Jail, an effective deterrent?

http://www.cjpf.org/crime/crime.html

 

There is a controversy over our current correctional system. Is it an effective deterrent to make people not commit crimes or not? There is evidence to show that it can go either way. For example we talked about in class how if clean up petty crimes people are less likely to commit bigger crimes, so we have a cascade effect of people not committing crimes and therefore our jail system works. However, this does not work in general. I once read an article describing inner city neighborhoods that have a significant percentage of their population in jail. The article argued that when an area reaches a critical percentage of their population in jail that it actually start to break down the society, and creates more crime, and leading to a cascade effect of putting more people in jail.
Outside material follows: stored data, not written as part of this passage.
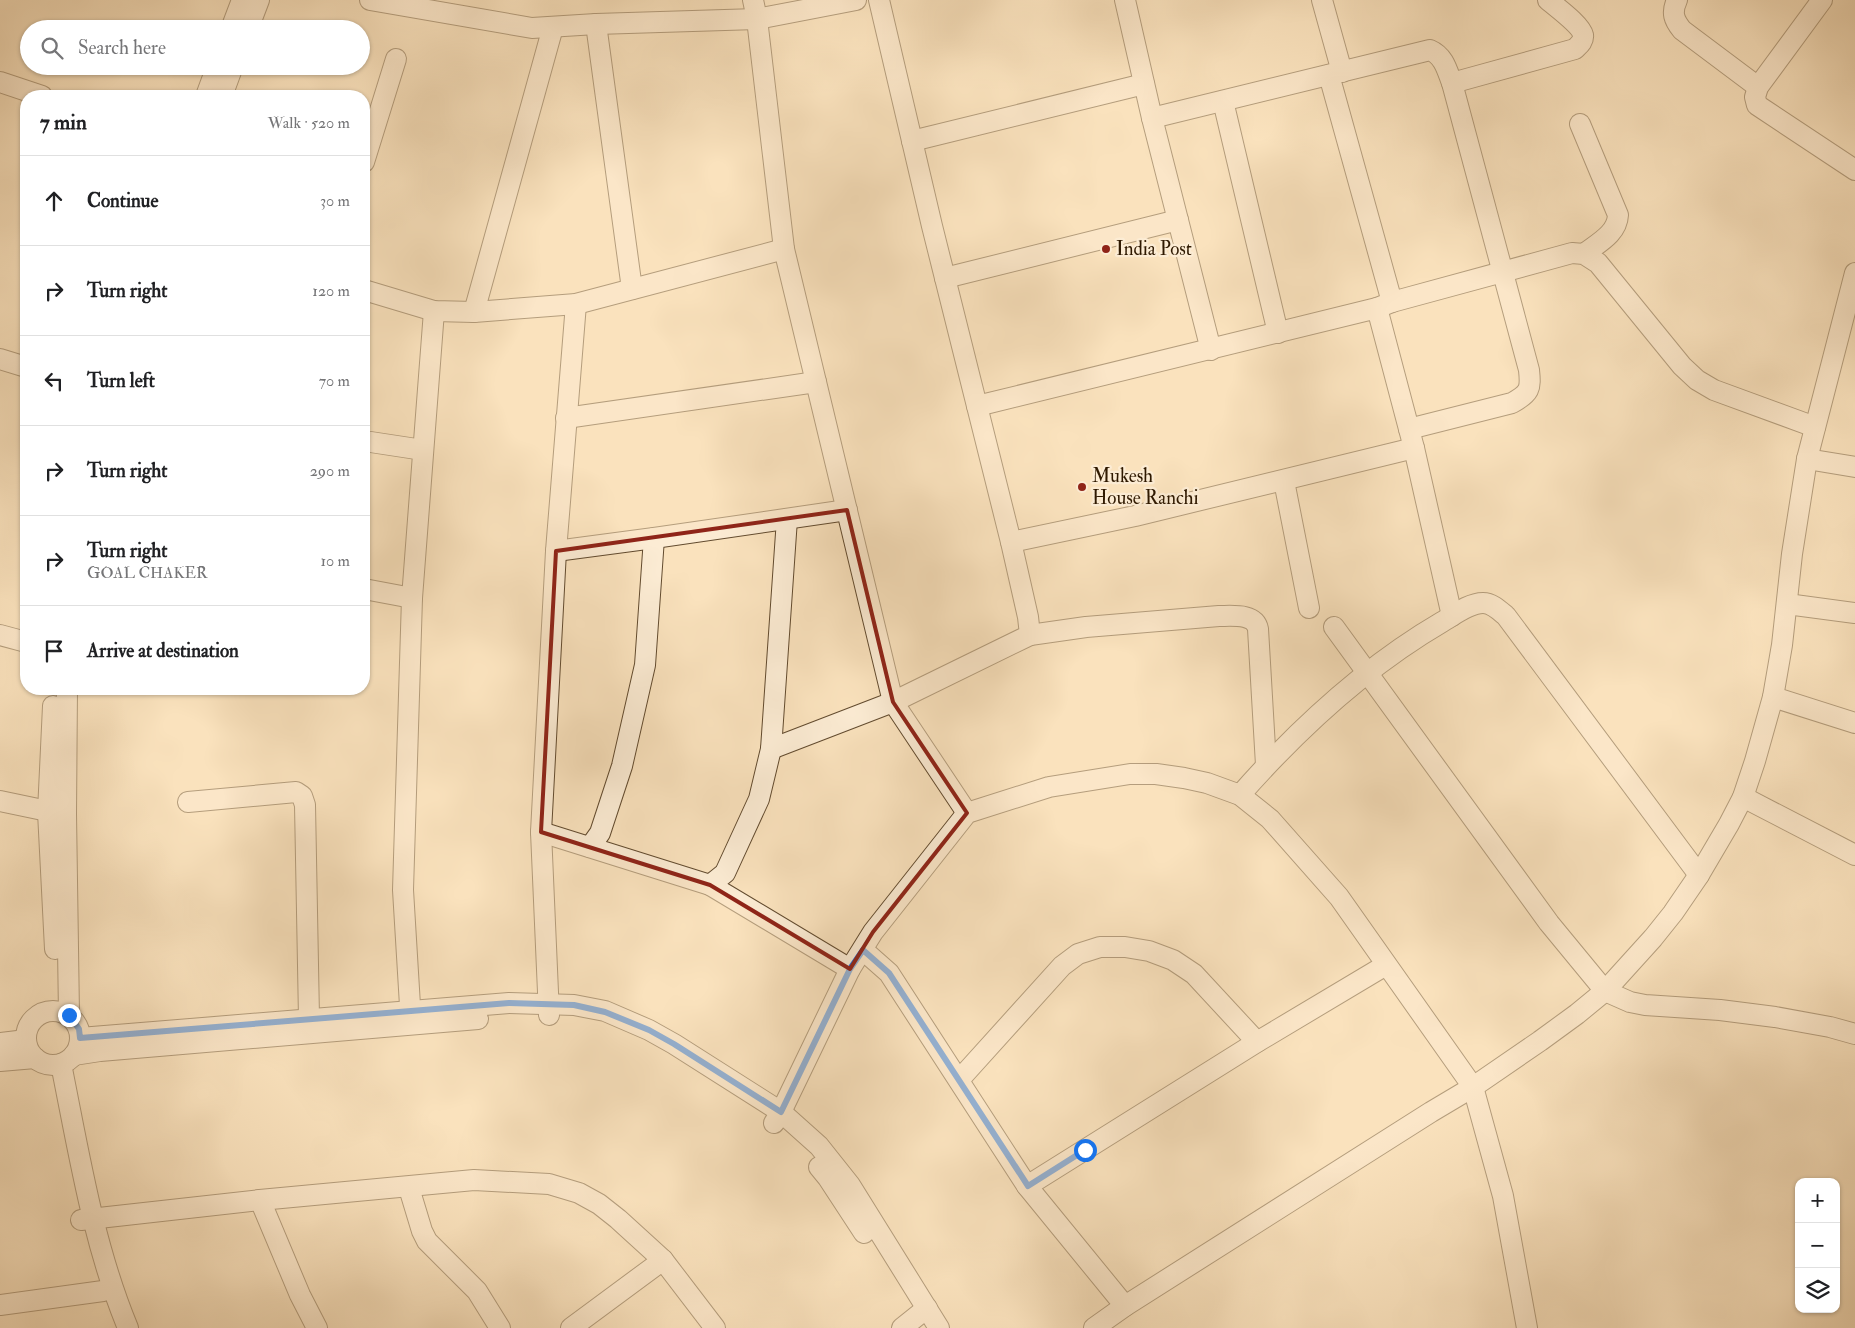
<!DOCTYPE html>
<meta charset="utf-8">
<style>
:root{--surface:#fff;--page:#f2f2f2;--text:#202124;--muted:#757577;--line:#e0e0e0}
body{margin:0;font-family:"IM FELL Double Pica",serif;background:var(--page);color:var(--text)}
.controls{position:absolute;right:15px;bottom:15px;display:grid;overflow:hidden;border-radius:10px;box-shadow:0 1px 4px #0004}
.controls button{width:45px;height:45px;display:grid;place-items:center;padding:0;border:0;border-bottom:1px solid var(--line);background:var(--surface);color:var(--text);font:25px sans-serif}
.stop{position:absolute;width:15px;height:15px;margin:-11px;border:4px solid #1a73e8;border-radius:50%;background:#fff}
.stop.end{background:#1a73e8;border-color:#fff;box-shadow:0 1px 5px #0008}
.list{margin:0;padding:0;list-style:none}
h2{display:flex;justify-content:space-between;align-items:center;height:65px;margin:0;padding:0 20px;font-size:21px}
h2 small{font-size:16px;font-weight:400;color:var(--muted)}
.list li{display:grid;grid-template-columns:32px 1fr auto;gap:15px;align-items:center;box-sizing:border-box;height:90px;padding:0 20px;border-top:1px solid var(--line)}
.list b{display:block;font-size:19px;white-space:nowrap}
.list p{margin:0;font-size:16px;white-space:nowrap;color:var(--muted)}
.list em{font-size:16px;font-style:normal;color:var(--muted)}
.icon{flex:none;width:28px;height:28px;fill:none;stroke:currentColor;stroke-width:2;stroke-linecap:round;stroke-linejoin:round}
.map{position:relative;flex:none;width:1855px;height:1328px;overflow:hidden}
.search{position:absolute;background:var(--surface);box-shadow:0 1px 4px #0004;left:20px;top:20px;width:350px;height:55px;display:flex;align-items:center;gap:12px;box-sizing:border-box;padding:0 18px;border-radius:28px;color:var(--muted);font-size:19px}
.panel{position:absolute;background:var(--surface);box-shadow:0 1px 4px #0004;left:20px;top:90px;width:350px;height:605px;border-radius:20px}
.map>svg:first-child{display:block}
</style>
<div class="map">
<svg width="1855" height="1328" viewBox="0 0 1855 1328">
<rect width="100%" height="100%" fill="#fae2bd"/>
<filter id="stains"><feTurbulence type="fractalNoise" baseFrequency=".004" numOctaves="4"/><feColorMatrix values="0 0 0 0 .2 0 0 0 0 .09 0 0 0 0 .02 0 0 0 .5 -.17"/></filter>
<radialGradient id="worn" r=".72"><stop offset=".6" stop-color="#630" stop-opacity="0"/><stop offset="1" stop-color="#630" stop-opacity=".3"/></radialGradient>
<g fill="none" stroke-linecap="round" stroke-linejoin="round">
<defs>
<g id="minor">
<polyline points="370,0 532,28 596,24 757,19 856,0"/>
<polyline points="753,0 757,19 784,249 893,702 967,813"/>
<polyline points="1125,0 1152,118 1211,350"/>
<polyline points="1322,0 1342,72"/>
<path d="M1677,0C1671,13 1674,20 1682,30L1758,87"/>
<polyline points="1822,0 1758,87 1755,97 1757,105 1855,170"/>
<polyline points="596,24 632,289"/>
<polyline points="231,29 242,0"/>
<polyline points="248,29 259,0"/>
<polyline points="1329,75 1392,302"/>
<polyline points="0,82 42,96"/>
<path d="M1452,83L1575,49C1579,45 1584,41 1583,35C1581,25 1556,7 1548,0"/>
<polyline points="206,96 217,66"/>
<polyline points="222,96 233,66"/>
<polyline points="1223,101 1278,333"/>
<path d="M1152,118L1430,50C1444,56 1447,70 1452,83L1529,370C1531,389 1530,393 1512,403L1409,429"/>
<path d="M1580,124L1618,215C1617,234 1598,243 1584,254"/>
<polyline points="912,141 1144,84"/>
<polyline points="364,162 396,59"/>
<polyline points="945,278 1178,220"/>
<polyline points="364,290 434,311 474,312 576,304 784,249"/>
<polyline points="1377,308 1392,302 1572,253 1584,254 1598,263 1682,366 1697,380 1714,390 1815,427"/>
<polyline points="474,312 553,27"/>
<polyline points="0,359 26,367"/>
<polyline points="977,406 1377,308 1414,448 1452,616"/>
<polyline points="566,418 816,382"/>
<polyline points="364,441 423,450"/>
<polyline points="1807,459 1855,467"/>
<polyline points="1284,481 1309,608"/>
<polyline points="1011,542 1135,516 1414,448"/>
<polyline points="556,551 654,538 847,510"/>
<polyline points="364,589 412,598"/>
<polyline points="1787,604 1855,613"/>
<polyline points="1334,627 1549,923 1605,991 1630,1002 1645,1005 1720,1010 1775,1017 1830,1027 1855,1034"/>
<polyline points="0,635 26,642"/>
<path d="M1030,635L1086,627L1219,616C1232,616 1255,613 1258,629L1266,765"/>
<polyline points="67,689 66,814 69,1015"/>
<polyline points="1773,697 1855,723"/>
<polyline points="53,706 48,812 55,949"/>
<polyline points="771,749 893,702 1030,635 1028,617 1011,542 932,226 879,0"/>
<path d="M1240,795C1299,728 1365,667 1442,622C1454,615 1469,603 1483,603C1492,603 1499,610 1506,616L1699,875"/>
<polyline points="1743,797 1855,855"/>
<polyline points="0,801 62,814"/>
<polyline points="188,802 296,792 302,796 305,805 309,1018"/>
<polyline points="541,832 710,885 725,873 759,799 771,749 787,519"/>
<polyline points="590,847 600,833 622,766 645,665 654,538"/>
<polyline points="710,885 850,969"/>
<polyline points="863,950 889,973 1027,1186 1125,1306"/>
<circle cx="53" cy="1038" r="27"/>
<polyline points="549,1015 541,832 556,551 576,304"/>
<polyline points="411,1022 403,890 412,598 434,311"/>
<polyline points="80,1038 509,1003 574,1005 605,1011 649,1030 674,1044 781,1112 819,1146 850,1185 939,1328"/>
<polyline points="0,1043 26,1040"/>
<polyline points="74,1055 100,1051 478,1019"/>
<polyline points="0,1061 35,1058"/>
<path d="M61,1064C79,1153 93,1244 128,1328"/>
<polyline points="959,1080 1062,966 1078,954 1100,947 1125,947 1149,951 1173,960 1194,974 1257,1042"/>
<polyline points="774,1123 781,1112 850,969 873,932 967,813 1049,787 1130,774 1156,774 1184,778 1207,783 1240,795 1270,819 1339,897 1473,1087 1503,1196 1527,1328"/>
<polyline points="819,1167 828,1178 864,1233"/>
<polyline points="1027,1186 1257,1042 1386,965"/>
<polyline points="409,1188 422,1231 427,1241 477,1291 500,1328"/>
<polyline points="260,1200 300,1295 317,1328"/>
<polyline points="81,1220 260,1200 474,1180 549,1184 579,1193 599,1204 618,1219 663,1260 715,1328"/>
<polyline points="0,1305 103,1291"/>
<polyline points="571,1328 663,1260"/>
<polyline points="902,1328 927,1308"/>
<polyline points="1094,1328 1125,1306 1431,1112 1473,1087 1540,1041 1577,1014 1605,991 1653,938 1673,913 1699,875 1729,824 1743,797 1755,761 1773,697 1782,645 1792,554 1807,459 1855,273"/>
</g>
</defs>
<!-- minor casing -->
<use href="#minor" stroke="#624b2f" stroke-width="22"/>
<!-- minor -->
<use href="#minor" stroke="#fcecd4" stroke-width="20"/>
</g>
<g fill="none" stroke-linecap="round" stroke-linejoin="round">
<!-- route -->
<polyline stroke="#1a73e8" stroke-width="6" points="69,1015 79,1029 80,1038 509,1003 574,1005 605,1012 649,1030 674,1044 781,1112 850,969 863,950 889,973 1028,1186 1085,1150"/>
</g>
<!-- marked area -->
<path d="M0 0H1855V1328H0ZM847,510L893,702L967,813L873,932L850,969L710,885L541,832L556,551Z" fill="#fae2bd" fill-opacity=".55" fill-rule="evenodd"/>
<path fill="none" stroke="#8f2418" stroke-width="4" stroke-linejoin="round" d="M847,510L893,702L967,813L873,932L850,969L710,885L541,832L556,551Z"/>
<!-- markers -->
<g fill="#8f2418" stroke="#fcecd4" stroke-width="2">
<circle cx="1106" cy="249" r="5"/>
<circle cx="1082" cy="487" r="5"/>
</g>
<g text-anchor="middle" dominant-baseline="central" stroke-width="4.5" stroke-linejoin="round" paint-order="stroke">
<!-- poi labels -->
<g font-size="19" fill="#2f1900" stroke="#fcecd4" text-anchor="start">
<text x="1116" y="249">India Post</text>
<text x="1092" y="476">Mukesh<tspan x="1092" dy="22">House Ranchi</tspan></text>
</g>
</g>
<rect width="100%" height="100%" filter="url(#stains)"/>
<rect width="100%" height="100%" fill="url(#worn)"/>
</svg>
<div class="controls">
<button>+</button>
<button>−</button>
<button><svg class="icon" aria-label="layers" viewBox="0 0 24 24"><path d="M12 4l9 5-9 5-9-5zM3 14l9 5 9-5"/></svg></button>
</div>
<div class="stop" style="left:1085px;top:1150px"></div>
<div class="stop end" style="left:69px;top:1015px"></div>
<div class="search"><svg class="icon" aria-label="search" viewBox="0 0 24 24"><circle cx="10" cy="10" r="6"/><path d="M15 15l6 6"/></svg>Search here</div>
<section class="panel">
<h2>7 min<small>Walk · 520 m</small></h2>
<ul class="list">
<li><svg class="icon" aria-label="ahead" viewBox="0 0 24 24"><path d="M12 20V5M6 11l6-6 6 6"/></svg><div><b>Continue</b></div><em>30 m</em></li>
<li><svg class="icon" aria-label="right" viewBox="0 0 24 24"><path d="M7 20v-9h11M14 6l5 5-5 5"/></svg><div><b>Turn right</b></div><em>120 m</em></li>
<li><svg class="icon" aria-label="left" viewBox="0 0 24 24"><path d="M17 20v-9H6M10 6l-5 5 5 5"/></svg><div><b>Turn left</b></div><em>70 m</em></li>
<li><svg class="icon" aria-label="right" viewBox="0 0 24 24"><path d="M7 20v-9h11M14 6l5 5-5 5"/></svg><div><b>Turn right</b></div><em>290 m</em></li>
<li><svg class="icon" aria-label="right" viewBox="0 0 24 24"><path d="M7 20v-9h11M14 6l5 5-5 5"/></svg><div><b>Turn right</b><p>GOAL CHAKER</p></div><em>10 m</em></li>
<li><svg class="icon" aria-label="arrive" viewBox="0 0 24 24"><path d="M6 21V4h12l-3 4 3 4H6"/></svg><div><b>Arrive at destination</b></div></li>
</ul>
</section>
</div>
It breaks down for several reasons. Let’s say that now we have greater percentages of households without a father. This has been shown to have a negative effect on the children. In addition if everyone you know has been to jail then it becomes normal to go to jail.

 

The article that I link to describes some of these effects. It goes beyond the damage that is done to the society by taking members out; it talks about how it changes the people in the correctional system. It says “First, the prison culture extends respect to more serious offenders. The culture values the transmission of increasingly sophisticated and more remunerative criminal techniques.” So once a person leaves jail it becomes hard for them to be reintegrated, and during the reintegration process might create other future felons, and thus a cascade that creates further crime.